- _Task requirements_
Copy each line below that has "check".

(Task material)

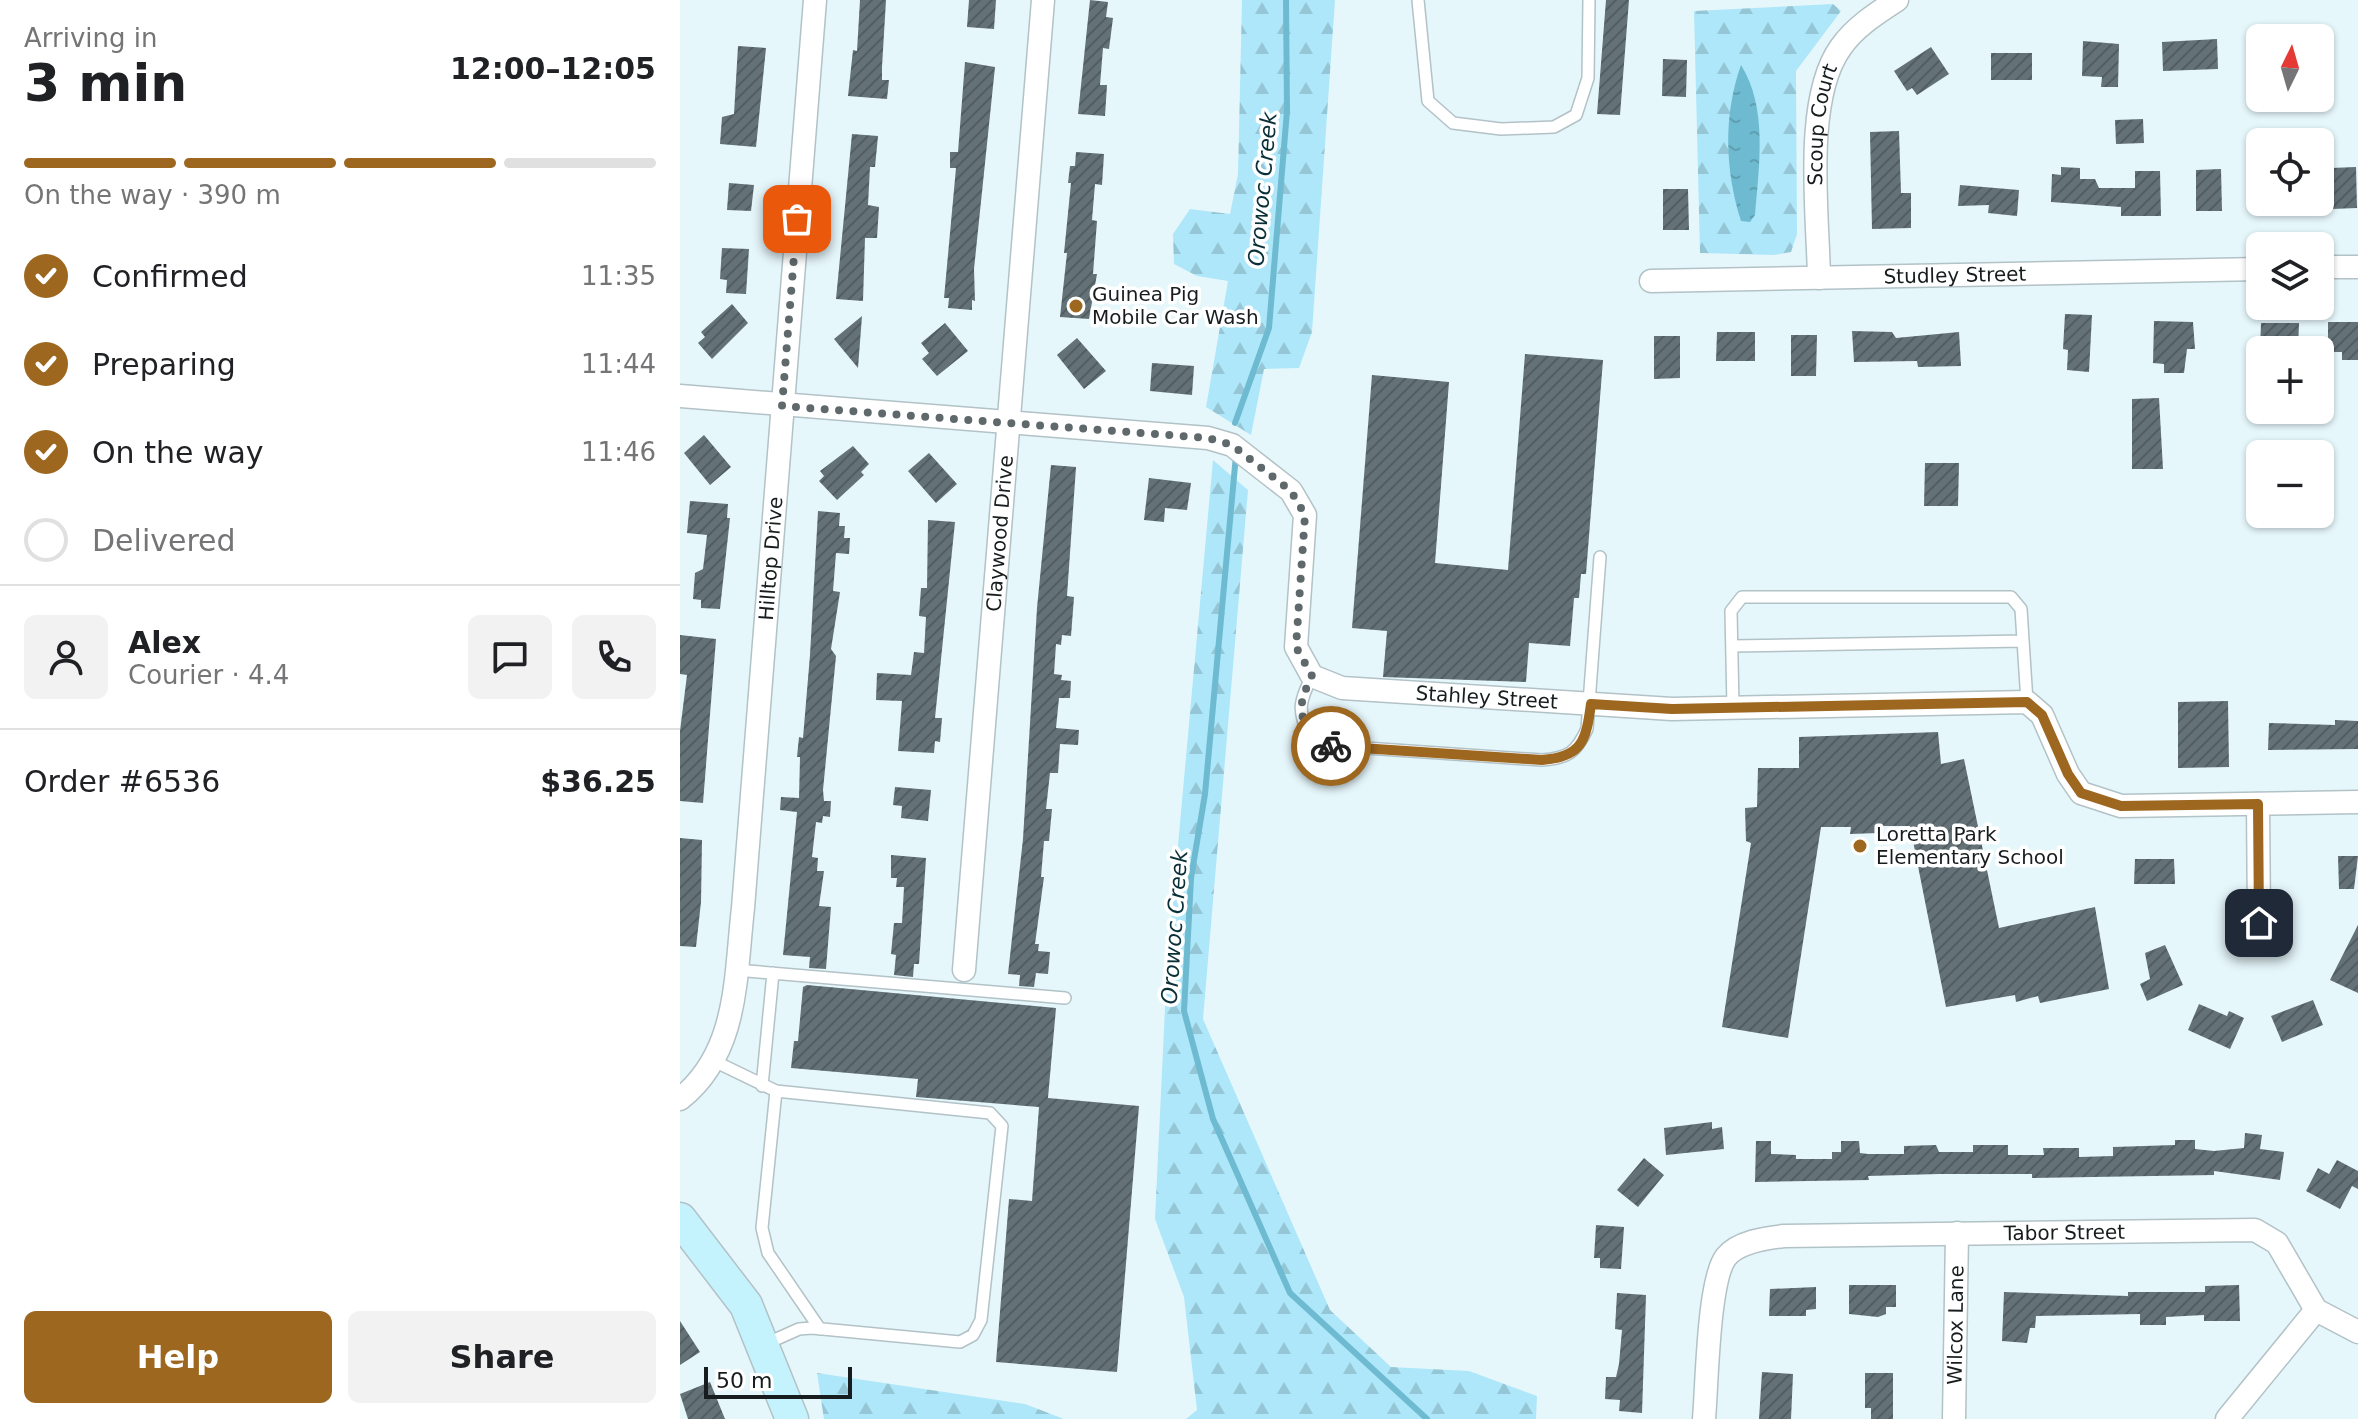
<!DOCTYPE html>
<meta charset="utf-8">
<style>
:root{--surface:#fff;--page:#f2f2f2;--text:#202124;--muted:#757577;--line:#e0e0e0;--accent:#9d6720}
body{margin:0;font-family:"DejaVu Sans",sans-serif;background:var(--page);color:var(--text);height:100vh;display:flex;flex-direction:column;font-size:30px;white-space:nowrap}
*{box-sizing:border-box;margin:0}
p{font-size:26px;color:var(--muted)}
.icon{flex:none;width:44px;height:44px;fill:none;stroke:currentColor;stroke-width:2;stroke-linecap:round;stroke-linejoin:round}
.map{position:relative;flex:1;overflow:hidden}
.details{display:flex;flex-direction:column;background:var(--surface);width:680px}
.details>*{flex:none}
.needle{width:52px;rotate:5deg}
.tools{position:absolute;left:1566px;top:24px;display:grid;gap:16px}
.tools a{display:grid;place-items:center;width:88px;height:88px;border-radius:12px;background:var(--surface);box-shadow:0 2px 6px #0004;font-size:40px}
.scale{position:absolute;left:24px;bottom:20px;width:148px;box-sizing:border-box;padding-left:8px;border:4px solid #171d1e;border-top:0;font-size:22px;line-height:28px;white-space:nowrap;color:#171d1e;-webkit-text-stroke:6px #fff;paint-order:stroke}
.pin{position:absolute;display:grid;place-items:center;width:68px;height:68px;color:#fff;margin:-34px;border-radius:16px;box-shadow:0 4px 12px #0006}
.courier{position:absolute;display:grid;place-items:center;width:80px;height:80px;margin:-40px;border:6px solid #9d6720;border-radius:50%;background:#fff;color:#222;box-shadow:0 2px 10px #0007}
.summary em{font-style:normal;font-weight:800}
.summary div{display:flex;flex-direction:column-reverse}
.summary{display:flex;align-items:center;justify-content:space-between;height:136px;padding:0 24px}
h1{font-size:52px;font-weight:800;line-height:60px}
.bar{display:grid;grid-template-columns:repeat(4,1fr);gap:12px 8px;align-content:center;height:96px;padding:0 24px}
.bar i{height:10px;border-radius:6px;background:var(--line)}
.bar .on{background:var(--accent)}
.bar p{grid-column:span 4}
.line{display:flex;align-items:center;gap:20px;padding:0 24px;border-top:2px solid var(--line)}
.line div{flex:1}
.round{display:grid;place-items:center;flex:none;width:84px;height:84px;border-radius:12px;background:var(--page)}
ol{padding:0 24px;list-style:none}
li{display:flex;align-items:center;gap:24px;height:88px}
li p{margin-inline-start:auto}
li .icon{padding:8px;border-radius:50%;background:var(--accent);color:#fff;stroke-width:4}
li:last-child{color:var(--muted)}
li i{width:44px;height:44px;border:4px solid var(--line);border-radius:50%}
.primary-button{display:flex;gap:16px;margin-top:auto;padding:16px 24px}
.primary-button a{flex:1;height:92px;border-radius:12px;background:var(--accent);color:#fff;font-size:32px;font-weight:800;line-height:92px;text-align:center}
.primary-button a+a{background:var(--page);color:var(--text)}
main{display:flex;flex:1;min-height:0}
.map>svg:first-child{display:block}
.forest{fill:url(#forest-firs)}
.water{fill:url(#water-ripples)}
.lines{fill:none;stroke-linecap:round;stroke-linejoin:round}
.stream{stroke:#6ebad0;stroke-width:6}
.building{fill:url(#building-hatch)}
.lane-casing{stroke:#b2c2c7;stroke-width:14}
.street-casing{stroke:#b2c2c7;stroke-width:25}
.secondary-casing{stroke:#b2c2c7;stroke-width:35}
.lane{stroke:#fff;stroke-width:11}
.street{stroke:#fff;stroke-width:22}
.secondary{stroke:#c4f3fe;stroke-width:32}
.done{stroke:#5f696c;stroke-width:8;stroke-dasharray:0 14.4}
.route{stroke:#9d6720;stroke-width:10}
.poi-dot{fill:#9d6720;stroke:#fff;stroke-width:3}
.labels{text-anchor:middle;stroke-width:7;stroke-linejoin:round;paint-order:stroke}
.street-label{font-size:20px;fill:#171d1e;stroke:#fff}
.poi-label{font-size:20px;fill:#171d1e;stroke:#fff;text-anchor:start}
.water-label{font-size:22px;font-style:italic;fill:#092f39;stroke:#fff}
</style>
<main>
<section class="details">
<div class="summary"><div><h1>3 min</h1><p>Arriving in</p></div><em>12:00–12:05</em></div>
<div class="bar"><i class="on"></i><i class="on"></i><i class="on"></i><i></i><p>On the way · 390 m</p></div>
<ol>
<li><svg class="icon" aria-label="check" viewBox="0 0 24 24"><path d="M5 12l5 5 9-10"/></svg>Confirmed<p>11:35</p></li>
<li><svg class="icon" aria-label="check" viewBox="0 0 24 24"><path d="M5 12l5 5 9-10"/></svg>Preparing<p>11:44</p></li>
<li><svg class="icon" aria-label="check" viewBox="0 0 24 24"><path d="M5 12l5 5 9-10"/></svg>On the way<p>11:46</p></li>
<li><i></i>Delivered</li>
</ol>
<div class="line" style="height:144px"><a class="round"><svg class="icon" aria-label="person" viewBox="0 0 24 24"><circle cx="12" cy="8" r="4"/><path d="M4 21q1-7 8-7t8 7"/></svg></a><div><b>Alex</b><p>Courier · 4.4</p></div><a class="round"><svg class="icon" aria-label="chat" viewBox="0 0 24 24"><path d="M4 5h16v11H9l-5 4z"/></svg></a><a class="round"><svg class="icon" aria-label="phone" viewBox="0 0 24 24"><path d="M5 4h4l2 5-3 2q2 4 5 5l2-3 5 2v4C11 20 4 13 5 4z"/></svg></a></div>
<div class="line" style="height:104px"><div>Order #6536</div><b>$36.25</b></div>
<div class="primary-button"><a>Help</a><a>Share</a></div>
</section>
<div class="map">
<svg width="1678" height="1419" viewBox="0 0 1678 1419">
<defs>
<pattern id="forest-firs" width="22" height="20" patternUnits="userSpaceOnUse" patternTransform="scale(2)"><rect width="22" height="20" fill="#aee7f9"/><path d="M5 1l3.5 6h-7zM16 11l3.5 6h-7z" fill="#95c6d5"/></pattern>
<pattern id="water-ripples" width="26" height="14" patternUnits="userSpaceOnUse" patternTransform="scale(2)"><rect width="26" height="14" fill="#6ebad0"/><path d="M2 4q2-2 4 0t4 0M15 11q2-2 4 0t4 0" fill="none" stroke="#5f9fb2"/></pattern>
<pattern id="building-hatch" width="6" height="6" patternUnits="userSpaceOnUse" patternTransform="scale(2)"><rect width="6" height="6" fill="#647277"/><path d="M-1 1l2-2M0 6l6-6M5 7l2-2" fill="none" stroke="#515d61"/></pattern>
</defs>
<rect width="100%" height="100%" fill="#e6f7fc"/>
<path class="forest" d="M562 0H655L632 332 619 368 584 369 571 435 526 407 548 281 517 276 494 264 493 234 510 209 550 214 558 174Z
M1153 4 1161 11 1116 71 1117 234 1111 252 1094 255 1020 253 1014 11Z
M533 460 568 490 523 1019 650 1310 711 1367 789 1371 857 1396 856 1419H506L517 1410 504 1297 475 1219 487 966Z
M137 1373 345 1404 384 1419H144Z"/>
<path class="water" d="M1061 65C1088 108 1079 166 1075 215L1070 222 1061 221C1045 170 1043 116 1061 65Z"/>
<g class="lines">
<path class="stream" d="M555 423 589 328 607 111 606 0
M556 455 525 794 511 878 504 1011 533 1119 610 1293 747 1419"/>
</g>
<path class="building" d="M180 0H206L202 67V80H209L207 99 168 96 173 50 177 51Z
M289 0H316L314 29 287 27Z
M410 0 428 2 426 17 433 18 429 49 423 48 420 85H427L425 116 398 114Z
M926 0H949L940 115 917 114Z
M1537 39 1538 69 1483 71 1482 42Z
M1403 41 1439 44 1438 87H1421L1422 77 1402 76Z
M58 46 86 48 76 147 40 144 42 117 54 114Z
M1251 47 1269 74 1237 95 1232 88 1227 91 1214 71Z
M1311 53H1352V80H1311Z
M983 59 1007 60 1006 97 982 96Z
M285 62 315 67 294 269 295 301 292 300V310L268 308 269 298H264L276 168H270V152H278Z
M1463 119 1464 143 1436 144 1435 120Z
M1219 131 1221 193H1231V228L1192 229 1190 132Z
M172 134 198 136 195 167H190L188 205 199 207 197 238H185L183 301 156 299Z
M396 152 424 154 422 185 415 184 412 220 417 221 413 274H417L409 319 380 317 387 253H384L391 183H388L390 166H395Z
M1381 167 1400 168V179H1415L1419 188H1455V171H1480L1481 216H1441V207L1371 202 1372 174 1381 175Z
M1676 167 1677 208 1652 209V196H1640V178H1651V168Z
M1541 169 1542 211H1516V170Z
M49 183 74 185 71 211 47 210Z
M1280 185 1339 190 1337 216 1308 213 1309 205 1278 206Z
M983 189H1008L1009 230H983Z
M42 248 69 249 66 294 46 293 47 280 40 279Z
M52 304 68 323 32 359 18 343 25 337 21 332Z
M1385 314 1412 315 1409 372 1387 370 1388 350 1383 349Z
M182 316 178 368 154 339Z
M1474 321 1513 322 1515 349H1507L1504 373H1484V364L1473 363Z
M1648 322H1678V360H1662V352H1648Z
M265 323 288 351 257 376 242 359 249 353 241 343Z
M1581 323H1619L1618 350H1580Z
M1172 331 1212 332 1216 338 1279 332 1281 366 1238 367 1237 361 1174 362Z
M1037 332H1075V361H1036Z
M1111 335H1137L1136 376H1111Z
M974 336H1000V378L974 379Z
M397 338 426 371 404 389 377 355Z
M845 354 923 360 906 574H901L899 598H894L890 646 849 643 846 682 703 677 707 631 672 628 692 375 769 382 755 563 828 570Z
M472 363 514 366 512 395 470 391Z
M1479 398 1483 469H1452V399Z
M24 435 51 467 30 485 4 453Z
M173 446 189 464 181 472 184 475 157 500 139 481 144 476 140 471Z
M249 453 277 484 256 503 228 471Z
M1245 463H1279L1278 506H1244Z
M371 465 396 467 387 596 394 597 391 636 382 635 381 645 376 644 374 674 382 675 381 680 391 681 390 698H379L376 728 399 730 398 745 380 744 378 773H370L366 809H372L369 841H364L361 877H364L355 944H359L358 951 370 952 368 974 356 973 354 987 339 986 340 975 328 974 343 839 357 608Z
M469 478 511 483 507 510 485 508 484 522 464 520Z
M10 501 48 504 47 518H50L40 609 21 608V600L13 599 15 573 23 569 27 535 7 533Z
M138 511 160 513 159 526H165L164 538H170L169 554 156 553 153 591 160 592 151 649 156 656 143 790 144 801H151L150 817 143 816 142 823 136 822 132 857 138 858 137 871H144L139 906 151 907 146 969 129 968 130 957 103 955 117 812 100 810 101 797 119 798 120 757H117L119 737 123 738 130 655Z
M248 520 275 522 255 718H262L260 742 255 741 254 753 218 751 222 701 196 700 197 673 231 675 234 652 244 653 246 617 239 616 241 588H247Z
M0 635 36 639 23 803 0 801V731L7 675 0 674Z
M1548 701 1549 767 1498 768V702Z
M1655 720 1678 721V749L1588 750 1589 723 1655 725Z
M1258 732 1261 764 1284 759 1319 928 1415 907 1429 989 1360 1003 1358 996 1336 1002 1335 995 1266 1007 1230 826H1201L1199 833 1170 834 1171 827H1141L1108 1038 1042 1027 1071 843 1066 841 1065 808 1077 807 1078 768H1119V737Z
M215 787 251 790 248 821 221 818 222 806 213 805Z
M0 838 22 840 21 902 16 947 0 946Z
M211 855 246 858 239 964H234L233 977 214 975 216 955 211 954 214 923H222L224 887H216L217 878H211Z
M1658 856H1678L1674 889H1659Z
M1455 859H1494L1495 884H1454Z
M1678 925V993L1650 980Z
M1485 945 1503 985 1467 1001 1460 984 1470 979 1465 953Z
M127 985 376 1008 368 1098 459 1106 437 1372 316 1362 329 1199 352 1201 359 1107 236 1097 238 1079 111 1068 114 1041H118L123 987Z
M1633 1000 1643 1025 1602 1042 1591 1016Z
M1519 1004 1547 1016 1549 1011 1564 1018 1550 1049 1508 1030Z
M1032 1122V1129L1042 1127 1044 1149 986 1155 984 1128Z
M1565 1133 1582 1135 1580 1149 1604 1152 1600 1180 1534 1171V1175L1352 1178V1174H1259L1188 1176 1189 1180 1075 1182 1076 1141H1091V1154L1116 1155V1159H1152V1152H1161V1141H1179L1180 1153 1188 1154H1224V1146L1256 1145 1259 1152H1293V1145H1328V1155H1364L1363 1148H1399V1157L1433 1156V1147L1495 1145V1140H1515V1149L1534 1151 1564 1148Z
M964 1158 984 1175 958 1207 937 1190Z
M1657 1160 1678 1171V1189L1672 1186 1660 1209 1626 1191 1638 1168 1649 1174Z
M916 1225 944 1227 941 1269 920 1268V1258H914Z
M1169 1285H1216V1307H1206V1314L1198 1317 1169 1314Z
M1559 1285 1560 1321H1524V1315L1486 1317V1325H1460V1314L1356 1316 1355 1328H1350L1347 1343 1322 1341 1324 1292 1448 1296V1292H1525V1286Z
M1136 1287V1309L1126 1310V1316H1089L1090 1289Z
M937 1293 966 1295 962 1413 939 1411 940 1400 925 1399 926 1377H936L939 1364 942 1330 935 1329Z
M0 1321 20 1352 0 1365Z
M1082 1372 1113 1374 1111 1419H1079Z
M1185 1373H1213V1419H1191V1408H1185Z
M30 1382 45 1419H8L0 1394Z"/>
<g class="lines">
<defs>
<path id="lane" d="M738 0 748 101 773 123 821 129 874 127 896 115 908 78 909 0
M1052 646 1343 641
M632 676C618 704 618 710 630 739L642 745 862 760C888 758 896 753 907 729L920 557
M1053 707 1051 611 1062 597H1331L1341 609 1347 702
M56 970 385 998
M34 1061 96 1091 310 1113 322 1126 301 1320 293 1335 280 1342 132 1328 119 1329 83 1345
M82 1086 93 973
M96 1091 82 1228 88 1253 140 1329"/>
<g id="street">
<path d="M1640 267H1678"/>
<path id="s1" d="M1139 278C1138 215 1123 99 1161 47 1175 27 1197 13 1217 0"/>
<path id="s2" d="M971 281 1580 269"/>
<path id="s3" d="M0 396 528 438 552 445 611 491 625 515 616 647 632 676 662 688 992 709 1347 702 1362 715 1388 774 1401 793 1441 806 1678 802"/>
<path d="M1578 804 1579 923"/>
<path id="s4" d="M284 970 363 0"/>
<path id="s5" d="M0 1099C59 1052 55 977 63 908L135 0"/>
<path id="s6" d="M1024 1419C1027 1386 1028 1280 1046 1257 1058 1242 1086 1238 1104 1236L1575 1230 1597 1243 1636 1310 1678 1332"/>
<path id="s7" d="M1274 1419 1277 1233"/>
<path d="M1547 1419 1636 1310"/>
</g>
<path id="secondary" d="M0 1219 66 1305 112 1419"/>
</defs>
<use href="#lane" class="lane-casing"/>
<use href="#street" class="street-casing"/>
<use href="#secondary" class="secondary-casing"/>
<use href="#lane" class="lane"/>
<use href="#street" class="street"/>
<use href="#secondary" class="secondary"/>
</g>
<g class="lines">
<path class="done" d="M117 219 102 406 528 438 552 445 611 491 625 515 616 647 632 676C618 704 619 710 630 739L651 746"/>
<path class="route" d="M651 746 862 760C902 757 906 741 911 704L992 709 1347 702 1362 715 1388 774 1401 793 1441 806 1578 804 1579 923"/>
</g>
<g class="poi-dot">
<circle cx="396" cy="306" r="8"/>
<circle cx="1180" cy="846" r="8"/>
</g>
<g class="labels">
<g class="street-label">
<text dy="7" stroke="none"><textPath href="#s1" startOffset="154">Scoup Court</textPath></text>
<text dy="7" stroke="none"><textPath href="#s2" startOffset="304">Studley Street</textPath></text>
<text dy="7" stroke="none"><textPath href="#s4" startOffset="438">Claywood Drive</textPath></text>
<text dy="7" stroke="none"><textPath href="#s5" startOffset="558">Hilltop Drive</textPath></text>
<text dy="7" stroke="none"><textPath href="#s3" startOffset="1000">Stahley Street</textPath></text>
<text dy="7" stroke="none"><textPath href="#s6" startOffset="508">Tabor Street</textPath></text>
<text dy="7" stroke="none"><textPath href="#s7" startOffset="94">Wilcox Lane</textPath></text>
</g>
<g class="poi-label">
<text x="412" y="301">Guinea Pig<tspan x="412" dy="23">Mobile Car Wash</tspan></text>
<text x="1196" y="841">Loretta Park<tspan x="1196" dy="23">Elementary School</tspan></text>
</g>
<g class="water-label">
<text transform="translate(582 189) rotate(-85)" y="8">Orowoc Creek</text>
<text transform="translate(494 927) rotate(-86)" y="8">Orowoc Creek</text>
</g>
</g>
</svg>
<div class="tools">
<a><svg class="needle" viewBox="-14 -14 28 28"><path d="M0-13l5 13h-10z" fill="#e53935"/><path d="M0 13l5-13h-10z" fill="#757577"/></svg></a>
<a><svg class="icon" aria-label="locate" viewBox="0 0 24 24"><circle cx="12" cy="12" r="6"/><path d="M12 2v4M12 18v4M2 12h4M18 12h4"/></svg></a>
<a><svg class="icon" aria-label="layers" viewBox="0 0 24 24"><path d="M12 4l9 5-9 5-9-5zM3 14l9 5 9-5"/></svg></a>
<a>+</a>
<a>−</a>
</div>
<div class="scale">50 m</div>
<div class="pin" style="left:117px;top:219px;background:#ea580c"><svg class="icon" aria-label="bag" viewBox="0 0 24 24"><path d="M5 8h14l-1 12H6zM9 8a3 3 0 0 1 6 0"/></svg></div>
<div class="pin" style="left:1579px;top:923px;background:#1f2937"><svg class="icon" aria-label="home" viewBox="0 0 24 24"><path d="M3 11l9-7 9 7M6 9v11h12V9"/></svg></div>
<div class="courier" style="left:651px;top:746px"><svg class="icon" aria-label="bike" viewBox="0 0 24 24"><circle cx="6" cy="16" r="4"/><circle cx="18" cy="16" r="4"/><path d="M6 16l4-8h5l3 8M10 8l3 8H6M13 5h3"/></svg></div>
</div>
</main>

(End Task material)

- _Response below_
<li><svg class="icon" aria-label="check" viewBox="0 0 24 24"><path d="M5 12l5 5 9-10"/></svg>Confirmed<p>11:35</p></li>
<li><svg class="icon" aria-label="check" viewBox="0 0 24 24"><path d="M5 12l5 5 9-10"/></svg>Preparing<p>11:44</p></li>
<li><svg class="icon" aria-label="check" viewBox="0 0 24 24"><path d="M5 12l5 5 9-10"/></svg>On the way<p>11:46</p></li>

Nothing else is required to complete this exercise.